In the Rain

terça-feira, 7 de dezembro de 2010

Clarice 2.0. Com algumas alterações.

Clarice e o medo do escuro.




Pequenina e medrosa era Clarice, e quando criança a brisa da noite lhe era assustadora. As criaturas que tem medo da luz saem à noite de seus esconderijos para se alimentar da carne infantil, pensava ela tremendo por baixo dos cobertores. Por isso, Clarice não dormia e aprendeu que o mundo à noite sempre lhe seria um lugar completamente diferente.

Clarice tinha muito medo dos monstros que moravam em seu quarto e lhe falavam ao pé do ouvido. Clarice aprendeu, com o passar do tempo, que ela poderia ter amigos para protegê-la enquanto fosse noite, mesmo que à luz do dia eles fossem apenas desenhos seus, vivos em folhas de papel.

Enquanto havia sol, Clarice não fazia mais do que desenhar. Entretanto, à noite, ela tinha muitos e muitos amigos para ajudá-la a combater as criaturas que moravam em seu quarto.
Por noites e noite houve batalhas, mas… por quanto tempo Clarice poderia apenas ser uma criança desenhista? Por quanto tempo ainda lhe seria permitido temer dos monstros da noite?

O tempo passou, as pernas de Clarice já quase não cabiam na cama estreita e mesmo adulta ela não conseguia sair de casa quando a lua brilhava no céu. “Eu? Eu volto para ajudar as criaturas que protegem o mundo” “Se é perigoso? Claro, muito!” O mundo não estava preparado para Clarice nem ela jamais estaria preparada para ele.

Aos poucos, Clarice aprendeu que desenhando se poderia ganhar alguma dinheiro e sobreviver à sua maneira, mas o mundo nem de longe poderia aprender que o medo de Clarice não era uma de suas mentiras. Clarice, em partes, tentou ir ao médico, ao psicólogo, ao psiquiatra e a qualquer coisa que lhe pudesse expulsar os monstros de seu quarto. Mas nenhum deles pôde perceber que aquela não era outra de suas mentiras.

“Vai haver um dia, que você se tornará uma de nós” Clarice arregalou os olhos num pulo e ainda teve tempo de vê-lo, quando a voz maldosa e dotada de assustadores olhos vermelhos plantou essas palavras na alma dela. Naquele dia Clarice acordou aos prantos. O que poderia ela fazer? Poderiam seus amigos em desenhos ajudá-la?
O tempo correu um poucos mais e dia após dia os montros ficavam cada vez mas espertos e Clarice, probre dela, restava mais triste a cada nova manhã.

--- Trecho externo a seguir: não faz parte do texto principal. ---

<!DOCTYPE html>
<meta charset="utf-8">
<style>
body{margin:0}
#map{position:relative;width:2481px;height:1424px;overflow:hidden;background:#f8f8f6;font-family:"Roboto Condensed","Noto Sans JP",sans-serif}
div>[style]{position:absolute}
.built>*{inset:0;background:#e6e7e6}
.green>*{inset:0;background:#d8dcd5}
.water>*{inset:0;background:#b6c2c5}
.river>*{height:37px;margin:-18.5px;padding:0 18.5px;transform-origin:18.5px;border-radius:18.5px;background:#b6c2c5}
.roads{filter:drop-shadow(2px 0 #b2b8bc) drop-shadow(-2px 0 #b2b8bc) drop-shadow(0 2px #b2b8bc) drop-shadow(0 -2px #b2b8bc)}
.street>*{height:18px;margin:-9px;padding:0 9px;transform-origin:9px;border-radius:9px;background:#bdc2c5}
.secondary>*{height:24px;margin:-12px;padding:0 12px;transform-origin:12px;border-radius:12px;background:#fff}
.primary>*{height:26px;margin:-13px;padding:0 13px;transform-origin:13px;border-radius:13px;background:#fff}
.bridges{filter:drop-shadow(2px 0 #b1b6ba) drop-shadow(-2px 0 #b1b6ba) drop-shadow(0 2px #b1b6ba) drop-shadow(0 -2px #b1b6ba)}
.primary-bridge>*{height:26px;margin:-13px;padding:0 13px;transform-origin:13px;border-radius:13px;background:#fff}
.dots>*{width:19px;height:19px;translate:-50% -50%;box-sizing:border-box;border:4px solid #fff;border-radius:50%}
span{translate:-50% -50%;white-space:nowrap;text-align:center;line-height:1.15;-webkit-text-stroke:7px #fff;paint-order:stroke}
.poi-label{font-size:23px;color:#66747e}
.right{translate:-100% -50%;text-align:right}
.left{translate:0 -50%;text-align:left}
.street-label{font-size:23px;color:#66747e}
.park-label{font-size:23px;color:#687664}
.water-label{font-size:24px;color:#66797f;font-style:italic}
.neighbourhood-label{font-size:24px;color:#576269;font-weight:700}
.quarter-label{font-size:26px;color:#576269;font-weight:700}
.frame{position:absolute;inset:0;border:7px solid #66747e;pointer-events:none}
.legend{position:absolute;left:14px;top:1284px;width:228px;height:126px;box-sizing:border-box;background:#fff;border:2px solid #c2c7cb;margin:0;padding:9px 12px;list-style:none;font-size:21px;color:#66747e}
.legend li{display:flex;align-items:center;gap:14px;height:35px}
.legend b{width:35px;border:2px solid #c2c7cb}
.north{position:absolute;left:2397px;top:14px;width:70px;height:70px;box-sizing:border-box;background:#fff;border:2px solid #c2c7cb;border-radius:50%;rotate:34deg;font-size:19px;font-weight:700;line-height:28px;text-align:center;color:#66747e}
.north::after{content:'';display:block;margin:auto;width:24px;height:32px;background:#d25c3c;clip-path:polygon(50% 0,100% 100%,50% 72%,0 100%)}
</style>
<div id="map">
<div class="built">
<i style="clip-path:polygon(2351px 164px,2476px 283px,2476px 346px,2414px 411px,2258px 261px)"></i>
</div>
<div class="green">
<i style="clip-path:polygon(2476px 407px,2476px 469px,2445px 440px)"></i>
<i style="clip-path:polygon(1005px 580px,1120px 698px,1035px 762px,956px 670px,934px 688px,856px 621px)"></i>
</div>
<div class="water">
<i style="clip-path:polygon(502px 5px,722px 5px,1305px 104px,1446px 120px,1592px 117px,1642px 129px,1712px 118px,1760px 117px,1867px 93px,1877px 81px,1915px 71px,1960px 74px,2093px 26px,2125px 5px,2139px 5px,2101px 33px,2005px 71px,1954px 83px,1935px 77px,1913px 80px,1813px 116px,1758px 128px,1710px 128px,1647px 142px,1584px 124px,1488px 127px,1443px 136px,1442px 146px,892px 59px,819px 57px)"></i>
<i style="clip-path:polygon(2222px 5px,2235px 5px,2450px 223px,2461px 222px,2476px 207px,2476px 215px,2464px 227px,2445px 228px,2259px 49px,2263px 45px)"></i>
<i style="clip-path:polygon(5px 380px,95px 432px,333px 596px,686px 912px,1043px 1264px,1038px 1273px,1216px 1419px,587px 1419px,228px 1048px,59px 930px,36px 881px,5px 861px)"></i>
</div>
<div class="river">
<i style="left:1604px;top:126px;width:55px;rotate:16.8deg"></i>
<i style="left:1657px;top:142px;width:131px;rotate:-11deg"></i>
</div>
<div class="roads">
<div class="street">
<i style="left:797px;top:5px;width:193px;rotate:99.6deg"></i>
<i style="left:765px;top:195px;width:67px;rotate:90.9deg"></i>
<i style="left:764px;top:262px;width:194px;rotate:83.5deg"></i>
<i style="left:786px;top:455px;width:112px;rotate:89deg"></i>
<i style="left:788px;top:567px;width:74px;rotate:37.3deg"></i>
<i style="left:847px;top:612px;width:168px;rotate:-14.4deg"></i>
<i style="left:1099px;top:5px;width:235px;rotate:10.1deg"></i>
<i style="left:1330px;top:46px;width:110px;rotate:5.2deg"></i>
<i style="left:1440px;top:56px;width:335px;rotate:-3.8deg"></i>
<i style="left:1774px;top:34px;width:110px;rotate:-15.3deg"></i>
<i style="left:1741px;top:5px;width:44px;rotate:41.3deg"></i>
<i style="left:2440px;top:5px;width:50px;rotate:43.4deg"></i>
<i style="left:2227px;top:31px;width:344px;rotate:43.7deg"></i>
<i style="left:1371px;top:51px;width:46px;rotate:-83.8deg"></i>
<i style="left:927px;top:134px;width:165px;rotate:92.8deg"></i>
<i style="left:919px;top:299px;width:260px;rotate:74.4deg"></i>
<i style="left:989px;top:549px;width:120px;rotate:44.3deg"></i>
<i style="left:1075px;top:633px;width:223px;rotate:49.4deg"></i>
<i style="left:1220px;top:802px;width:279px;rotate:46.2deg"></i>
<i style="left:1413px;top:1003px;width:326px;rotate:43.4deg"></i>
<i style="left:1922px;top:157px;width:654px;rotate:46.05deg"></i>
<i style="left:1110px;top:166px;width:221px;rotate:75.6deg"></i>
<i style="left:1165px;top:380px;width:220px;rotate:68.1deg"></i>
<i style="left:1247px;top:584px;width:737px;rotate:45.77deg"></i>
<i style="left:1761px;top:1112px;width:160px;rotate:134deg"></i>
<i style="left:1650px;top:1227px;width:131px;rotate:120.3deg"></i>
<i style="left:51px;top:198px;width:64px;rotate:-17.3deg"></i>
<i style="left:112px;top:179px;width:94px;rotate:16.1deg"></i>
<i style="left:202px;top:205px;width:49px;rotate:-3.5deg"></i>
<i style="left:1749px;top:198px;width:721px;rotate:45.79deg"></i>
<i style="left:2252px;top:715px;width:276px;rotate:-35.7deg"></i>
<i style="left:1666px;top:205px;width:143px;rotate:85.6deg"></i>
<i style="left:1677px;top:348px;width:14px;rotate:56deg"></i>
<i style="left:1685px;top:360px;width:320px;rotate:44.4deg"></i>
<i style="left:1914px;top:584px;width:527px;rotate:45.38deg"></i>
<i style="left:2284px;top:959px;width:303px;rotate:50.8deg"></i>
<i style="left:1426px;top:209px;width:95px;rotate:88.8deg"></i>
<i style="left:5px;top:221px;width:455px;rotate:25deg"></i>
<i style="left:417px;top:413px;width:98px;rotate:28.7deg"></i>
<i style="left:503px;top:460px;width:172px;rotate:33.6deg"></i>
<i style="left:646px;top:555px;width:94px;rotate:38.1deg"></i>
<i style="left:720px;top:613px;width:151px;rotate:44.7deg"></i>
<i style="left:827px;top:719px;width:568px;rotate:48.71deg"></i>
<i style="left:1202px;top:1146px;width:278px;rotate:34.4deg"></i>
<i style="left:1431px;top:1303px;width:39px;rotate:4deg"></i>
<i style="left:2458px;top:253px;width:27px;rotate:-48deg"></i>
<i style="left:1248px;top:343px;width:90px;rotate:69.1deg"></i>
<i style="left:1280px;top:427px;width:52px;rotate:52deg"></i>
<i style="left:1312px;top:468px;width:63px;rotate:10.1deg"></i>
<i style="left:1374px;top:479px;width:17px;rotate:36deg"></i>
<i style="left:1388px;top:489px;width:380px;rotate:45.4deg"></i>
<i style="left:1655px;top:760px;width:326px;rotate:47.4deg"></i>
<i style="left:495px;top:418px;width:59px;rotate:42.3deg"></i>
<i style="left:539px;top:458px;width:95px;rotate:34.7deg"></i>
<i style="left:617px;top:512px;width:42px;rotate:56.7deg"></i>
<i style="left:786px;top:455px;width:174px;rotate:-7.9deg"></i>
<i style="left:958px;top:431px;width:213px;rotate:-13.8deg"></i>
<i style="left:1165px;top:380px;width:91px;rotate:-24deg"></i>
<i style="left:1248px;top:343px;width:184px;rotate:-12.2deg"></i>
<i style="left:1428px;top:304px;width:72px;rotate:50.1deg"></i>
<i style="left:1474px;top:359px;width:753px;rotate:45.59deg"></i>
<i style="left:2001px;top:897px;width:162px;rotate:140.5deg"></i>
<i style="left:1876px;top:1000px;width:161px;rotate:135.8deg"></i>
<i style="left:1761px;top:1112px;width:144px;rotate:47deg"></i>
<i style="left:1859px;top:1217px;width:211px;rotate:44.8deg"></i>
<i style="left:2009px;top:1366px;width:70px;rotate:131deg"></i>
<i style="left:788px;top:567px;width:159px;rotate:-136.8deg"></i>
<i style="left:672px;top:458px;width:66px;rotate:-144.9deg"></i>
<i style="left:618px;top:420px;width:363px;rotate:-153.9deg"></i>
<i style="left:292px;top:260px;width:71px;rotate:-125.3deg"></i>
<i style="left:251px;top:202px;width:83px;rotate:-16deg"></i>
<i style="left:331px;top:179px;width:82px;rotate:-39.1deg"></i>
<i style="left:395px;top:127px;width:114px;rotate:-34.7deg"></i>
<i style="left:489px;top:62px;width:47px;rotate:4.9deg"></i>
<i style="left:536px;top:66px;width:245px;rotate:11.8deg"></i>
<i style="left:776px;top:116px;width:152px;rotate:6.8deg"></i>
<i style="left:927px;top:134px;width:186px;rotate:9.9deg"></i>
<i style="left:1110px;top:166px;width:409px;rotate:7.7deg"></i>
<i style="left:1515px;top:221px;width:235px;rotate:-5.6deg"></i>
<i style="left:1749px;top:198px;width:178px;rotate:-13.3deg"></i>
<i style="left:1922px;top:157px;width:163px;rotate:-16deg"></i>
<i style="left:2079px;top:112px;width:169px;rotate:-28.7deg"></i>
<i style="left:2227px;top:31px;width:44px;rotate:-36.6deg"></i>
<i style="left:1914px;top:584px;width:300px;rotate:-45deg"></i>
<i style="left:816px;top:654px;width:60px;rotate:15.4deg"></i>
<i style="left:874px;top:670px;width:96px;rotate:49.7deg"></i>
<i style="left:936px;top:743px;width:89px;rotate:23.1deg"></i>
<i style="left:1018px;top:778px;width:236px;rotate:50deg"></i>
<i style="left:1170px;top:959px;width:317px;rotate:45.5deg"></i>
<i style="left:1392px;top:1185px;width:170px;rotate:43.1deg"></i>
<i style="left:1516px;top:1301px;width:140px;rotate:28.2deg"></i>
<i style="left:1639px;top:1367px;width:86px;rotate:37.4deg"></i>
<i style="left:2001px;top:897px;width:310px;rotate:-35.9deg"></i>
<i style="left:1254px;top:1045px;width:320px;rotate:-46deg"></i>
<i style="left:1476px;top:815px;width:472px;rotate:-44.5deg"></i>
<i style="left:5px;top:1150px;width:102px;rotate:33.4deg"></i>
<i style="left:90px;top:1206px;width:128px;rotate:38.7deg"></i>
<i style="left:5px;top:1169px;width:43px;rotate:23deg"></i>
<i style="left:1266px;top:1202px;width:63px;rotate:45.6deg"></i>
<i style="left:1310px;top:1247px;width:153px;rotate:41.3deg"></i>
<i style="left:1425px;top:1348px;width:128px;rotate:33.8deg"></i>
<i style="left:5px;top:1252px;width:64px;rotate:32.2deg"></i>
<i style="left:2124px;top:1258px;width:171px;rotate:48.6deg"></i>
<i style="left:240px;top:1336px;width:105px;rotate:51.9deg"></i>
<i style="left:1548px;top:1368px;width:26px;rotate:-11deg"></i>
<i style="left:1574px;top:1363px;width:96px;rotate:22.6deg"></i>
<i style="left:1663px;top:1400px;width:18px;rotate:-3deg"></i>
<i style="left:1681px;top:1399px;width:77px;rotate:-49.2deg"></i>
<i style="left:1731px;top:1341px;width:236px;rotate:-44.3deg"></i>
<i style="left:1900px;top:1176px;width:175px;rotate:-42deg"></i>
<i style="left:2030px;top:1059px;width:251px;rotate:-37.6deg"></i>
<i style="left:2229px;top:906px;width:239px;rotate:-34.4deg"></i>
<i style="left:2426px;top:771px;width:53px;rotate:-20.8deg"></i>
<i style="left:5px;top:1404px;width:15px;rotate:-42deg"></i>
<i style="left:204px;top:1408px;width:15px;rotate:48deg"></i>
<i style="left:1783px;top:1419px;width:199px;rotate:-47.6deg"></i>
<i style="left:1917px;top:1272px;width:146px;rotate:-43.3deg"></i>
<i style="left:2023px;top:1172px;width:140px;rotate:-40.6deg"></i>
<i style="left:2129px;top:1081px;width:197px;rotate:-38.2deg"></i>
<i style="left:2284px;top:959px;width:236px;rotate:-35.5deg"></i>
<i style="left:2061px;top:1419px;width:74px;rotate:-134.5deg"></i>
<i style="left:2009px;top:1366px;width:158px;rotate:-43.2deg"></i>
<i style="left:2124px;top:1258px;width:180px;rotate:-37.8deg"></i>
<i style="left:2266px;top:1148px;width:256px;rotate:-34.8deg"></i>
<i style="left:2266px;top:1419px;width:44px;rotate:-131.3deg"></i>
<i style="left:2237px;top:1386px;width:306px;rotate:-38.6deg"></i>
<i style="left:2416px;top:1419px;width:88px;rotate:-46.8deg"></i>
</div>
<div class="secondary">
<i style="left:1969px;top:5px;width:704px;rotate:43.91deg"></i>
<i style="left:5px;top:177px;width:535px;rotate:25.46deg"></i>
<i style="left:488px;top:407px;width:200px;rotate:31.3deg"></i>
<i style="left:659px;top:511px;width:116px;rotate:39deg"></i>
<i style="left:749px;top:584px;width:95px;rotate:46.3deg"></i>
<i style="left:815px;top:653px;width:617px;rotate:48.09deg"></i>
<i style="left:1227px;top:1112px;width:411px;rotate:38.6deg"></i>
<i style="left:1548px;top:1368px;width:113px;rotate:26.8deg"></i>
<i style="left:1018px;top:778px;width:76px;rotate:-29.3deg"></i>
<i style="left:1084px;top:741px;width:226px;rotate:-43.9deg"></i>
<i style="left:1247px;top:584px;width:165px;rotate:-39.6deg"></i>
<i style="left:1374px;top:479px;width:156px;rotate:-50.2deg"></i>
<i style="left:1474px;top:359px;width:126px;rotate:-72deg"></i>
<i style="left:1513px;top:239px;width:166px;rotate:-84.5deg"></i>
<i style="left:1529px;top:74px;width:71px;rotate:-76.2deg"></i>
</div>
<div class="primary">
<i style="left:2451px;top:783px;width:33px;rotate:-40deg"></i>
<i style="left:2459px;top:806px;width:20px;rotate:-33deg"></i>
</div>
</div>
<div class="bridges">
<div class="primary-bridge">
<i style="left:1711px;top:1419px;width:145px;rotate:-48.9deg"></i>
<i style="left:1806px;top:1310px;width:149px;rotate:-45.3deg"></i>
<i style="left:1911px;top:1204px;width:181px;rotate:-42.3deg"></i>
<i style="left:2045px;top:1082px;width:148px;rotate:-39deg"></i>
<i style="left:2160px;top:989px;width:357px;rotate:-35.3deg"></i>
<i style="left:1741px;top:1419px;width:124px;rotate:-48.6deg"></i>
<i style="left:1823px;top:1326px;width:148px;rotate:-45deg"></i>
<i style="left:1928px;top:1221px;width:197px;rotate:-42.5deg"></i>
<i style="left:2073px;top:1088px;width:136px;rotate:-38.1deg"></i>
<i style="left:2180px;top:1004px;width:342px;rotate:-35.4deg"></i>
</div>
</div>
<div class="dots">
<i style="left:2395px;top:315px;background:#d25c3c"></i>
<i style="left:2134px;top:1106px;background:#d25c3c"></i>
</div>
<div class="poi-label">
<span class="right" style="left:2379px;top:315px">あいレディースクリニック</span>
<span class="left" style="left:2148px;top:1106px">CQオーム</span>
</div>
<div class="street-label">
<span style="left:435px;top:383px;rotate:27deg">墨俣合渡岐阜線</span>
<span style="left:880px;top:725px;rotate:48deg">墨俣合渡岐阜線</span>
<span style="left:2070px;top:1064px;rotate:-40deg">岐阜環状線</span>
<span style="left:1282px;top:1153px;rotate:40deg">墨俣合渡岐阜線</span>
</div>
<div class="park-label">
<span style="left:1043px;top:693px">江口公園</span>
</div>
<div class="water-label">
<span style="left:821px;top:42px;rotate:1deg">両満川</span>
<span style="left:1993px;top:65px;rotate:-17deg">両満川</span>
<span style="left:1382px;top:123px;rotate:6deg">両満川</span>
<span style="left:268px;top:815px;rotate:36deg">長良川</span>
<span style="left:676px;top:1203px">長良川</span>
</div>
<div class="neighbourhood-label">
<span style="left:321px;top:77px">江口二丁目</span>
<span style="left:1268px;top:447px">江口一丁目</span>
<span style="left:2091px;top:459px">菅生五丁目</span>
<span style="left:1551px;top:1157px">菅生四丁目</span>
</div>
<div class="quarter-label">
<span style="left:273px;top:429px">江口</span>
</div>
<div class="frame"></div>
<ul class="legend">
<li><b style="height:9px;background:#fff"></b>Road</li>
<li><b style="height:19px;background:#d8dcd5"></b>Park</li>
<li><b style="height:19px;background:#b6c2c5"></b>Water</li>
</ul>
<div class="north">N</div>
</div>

Mas um dia, de repente, Clarice decidiu: “Tudo não passa de um ilusão da minha mente! Hoje eu vou chegar em casa depois do pôr do sol!”
O dia se foi e Clarice ficou roeu as unhas até que se visse a caene. “Os monstros em meu quarto” pensava a cada segundo.
Clarice sentou-se no chão de qualquer lugar e deixou que seu corpo fosse para e para trás num movimento constante que pareceu lhe deixar mais tranquila.
As horas correram e pela primeira vez Clarice chegou em casa somente quando não havia mais qualquer raio de sol no céu.
Pisando em ovos Clarice aproximou-se da entrada e ao pé da porta percebeu gotas um rastro vermelho vivo. Ela deu mais alguns passos e aos poucos seus olhos se encheram de desespero. A porta não estava completamente fechada, mas Clarice tinha certeza de que havia passado a chave antes de sair.
Na sala, sob seus pés avistou os pequenos corpos de todos os tipos de criatura que algum dia foram parte de seus desenhos, assim como, espalhadas por toda a casa, as partes arrancadas daqueles monstros aterrorizantes. Tudo ali se tornara pedaços e mais pedaços de papel rasgado e não houvera criatura que restasse viva.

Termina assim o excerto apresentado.